No Brasil, apenas a Gol voa com o 737 Max, tendo sete aviões desse modelo na frota de 121 aeronaves — todas da Boeing. A empresa calcula ganhos em produtividade, receita e corte no endividamento para os próximos anos com base na mudança que realizará em sua frota. Ao todo, a Gol espera 133 aviões Max a serem entregues até 2028.

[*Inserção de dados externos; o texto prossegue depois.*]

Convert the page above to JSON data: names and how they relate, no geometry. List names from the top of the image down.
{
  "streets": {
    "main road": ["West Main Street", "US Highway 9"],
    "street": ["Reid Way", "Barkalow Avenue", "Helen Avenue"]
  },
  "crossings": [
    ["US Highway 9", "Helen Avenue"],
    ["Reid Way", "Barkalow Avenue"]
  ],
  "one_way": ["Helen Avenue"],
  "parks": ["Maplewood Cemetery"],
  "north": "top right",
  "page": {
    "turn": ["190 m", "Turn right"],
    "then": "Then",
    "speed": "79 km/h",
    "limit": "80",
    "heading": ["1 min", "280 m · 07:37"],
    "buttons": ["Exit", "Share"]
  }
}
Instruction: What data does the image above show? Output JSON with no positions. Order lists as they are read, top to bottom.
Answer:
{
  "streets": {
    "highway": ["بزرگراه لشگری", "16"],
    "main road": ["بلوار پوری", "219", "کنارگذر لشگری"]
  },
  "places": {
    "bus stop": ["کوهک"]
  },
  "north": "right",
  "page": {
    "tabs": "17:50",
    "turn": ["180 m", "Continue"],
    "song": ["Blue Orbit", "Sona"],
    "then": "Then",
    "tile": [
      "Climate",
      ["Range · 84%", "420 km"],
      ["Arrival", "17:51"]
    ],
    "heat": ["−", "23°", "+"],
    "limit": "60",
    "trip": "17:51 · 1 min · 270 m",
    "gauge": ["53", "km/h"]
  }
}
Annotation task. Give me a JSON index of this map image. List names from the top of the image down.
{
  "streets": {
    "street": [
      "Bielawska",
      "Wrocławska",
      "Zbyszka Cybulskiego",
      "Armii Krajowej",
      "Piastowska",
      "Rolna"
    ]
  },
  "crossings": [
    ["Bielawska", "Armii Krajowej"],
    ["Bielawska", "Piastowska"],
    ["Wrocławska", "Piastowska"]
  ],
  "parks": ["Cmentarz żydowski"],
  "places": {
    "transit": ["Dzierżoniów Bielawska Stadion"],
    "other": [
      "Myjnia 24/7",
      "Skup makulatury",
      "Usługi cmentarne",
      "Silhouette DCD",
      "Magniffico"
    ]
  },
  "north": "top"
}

O salto para a Comac deverá demorar a acontecer. A China concentra esforços para decolar na indústria de aviação. A estatal foi criada em 2008 como o motor que dará ao país um lugar no tabuleiro da aviação global, perseguindo a ambiciosa meta de se tornar uma fabricante de aeronaves comerciais de classe mundial até 2035. Sob o guarda-chuva aeroespacial, os chineses vão produzir também outras aeronaves, como helicópteros, turbinas e motores, sempre a partir de parcerias com os fornecedores estrangeiros.

Em linhas gerais, o portfólio da Comac, até aqui, inclui três modelos de aviões, estando apenas um deles em operação, o jato regional ARJ21, já utilizado por algumas aéreas locais. Futuramente, virá ainda o CR929-500, projeto desenvolvido em parceria com os russos, que terá outras duas versões, sempre para voos de longo curso. Está no C919, porém, a principal aposta da fabricante chinesa.

O atual mapa-múndi da aviação comercial — tomando como horizonte os próximos 20 anos — mostra um fluxo crescente de aeronaves em direção à China. Até 2037, o transporte aéreo de passageiros vai dobrar para 8,2 bilhões, avançando em média 3,5% ao ano, segundo estimativas da Associação Internacional de Transportes Aéreos (Iata, na sigla em inglês). A região de Ásia e Pacífico será o motor desse crescimento, respondendo por mais da metade desses novos viajantes.